Exercise inputs:

* * * * * * * * *

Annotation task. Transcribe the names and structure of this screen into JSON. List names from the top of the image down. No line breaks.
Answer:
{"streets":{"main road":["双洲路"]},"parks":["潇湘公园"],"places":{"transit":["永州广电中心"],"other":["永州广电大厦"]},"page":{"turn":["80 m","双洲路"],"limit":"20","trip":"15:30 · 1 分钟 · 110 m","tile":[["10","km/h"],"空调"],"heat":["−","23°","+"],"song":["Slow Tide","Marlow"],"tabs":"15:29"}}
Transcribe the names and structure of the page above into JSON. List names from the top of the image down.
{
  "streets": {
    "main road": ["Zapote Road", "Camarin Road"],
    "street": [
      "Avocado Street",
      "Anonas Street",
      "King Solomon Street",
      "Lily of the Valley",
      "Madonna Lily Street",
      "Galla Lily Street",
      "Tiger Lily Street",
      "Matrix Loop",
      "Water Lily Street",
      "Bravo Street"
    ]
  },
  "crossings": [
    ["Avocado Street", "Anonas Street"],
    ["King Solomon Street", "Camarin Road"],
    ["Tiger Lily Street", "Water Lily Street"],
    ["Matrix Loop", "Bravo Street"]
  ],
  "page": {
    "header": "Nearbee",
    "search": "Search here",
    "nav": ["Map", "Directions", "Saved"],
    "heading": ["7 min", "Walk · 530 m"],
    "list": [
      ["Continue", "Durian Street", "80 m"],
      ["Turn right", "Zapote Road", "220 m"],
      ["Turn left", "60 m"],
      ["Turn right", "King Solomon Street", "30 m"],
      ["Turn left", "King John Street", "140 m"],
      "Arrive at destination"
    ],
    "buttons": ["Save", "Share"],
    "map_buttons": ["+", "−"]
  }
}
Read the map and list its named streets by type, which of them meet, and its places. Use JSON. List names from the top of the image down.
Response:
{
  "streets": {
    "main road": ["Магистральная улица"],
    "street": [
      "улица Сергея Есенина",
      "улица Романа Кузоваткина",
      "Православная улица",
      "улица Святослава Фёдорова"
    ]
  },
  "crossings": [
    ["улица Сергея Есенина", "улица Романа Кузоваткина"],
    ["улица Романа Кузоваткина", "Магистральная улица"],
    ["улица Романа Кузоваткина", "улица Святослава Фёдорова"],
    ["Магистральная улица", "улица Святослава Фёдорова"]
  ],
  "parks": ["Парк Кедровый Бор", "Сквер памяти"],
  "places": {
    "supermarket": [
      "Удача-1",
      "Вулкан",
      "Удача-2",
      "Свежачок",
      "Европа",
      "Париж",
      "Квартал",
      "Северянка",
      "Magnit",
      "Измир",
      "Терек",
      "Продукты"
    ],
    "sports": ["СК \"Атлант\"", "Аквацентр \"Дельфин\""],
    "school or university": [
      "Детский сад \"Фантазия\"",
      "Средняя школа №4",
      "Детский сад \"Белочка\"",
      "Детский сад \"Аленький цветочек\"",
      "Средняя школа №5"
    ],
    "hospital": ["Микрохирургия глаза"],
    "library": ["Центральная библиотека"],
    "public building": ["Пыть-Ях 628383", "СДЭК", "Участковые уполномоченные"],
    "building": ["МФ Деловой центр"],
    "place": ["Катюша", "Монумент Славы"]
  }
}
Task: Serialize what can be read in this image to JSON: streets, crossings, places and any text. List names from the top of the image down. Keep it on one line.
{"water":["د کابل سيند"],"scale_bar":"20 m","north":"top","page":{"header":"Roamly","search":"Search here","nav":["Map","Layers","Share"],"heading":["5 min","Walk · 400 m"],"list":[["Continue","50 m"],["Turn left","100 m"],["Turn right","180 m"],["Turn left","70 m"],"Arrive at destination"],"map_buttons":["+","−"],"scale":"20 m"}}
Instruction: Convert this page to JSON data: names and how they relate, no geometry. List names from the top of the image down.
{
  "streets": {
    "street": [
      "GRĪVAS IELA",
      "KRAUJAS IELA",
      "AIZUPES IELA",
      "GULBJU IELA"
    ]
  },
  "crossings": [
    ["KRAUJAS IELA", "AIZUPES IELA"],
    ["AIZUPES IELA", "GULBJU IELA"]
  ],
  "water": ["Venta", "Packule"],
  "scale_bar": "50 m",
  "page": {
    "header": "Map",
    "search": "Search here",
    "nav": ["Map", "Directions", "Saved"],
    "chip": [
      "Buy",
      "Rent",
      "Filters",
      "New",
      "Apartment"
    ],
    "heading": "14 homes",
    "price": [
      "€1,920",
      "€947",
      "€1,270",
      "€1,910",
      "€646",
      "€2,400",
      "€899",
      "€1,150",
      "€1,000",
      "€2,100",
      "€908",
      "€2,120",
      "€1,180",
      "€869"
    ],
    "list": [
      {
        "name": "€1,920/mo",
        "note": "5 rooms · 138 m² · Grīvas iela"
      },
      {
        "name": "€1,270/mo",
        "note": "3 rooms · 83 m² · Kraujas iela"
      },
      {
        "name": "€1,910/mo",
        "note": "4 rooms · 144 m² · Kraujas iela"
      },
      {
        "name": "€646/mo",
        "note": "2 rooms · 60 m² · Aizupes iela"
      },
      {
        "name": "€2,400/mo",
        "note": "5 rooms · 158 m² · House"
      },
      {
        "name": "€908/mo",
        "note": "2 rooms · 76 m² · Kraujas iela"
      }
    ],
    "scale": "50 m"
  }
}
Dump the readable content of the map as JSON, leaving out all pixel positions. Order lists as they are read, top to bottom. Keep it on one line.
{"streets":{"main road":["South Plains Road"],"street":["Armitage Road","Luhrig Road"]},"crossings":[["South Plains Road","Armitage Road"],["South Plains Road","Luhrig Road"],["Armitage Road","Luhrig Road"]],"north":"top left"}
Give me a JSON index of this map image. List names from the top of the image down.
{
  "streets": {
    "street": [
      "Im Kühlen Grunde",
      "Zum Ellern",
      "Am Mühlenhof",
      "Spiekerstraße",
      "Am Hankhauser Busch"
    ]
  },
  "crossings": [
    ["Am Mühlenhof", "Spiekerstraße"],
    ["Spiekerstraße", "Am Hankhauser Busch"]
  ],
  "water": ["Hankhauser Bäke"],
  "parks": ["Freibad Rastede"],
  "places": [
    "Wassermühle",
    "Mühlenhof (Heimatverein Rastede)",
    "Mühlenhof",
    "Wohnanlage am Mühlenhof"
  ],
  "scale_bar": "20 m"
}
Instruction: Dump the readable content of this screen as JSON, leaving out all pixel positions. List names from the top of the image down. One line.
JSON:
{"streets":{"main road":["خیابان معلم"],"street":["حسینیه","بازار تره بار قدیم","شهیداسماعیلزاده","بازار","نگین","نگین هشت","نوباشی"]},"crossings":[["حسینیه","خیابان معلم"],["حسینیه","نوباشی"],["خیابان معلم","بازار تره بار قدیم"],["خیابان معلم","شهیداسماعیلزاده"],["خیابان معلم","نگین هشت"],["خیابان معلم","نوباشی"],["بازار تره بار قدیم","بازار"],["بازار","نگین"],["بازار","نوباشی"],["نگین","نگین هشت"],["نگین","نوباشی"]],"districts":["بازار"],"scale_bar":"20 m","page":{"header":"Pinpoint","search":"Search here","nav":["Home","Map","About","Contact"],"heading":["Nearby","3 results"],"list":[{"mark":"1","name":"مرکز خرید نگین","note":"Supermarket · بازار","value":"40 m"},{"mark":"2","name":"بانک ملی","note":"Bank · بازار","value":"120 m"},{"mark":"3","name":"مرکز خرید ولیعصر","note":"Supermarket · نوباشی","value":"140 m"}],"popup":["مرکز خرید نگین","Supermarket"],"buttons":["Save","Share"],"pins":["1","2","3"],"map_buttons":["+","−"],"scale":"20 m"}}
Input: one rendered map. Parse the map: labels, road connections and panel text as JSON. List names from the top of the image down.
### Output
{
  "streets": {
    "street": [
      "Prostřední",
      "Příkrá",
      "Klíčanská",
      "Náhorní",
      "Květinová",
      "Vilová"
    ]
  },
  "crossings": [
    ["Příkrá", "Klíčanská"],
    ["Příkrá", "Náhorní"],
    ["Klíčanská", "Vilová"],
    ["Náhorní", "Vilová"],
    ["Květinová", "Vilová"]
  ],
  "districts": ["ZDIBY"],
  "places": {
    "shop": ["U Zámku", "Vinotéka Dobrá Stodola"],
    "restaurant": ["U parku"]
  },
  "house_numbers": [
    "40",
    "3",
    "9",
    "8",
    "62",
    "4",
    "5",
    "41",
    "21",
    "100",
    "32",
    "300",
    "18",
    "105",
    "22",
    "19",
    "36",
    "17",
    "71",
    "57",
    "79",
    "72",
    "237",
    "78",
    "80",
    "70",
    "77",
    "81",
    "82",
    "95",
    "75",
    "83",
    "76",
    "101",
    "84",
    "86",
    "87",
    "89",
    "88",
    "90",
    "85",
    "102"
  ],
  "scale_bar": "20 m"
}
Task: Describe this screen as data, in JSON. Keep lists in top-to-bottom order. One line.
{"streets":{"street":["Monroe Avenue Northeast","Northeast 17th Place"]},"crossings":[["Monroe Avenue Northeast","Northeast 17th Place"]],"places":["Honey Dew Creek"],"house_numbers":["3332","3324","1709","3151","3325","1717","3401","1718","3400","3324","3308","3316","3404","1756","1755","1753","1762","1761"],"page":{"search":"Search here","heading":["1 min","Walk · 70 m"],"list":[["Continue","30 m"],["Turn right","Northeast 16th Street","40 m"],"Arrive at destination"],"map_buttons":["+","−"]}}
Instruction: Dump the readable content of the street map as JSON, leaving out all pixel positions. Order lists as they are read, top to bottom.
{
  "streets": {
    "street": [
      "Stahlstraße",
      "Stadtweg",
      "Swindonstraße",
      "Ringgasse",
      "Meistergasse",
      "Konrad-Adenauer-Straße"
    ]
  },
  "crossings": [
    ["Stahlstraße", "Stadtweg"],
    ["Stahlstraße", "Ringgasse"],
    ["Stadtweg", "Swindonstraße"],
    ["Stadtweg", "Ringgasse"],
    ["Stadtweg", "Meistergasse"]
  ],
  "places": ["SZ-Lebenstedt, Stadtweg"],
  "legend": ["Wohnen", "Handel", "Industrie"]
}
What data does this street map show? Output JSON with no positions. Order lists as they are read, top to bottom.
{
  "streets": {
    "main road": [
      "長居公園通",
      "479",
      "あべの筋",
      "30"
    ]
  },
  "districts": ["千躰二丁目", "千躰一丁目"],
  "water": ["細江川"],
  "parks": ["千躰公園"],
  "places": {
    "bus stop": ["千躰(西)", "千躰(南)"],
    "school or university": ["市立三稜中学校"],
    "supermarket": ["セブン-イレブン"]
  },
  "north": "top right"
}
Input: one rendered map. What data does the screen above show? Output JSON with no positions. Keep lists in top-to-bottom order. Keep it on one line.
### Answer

* * * * * * * * *

Exercise description:
Starting from the line with "What data does this", write out every remaining line of the data above exactly, the final line included, and nothing before it.

Solved problem:
What data does this street map show? Output JSON with no positions. Order lists as they are read, top to bottom.
{
  "streets": {
    "main road": [
      "長居公園通",
      "479",
      "あべの筋",
      "30"
    ]
  },
  "districts": ["千躰二丁目", "千躰一丁目"],
  "water": ["細江川"],
  "parks": ["千躰公園"],
  "places": {
    "bus stop": ["千躰(西)", "千躰(南)"],
    "school or university": ["市立三稜中学校"],
    "supermarket": ["セブン-イレブン"]
  },
  "north": "top right"
}
Input: one rendered map. What data does the screen above show? Output JSON with no positions. Keep lists in top-to-bottom order. Keep it on one line.
### Answer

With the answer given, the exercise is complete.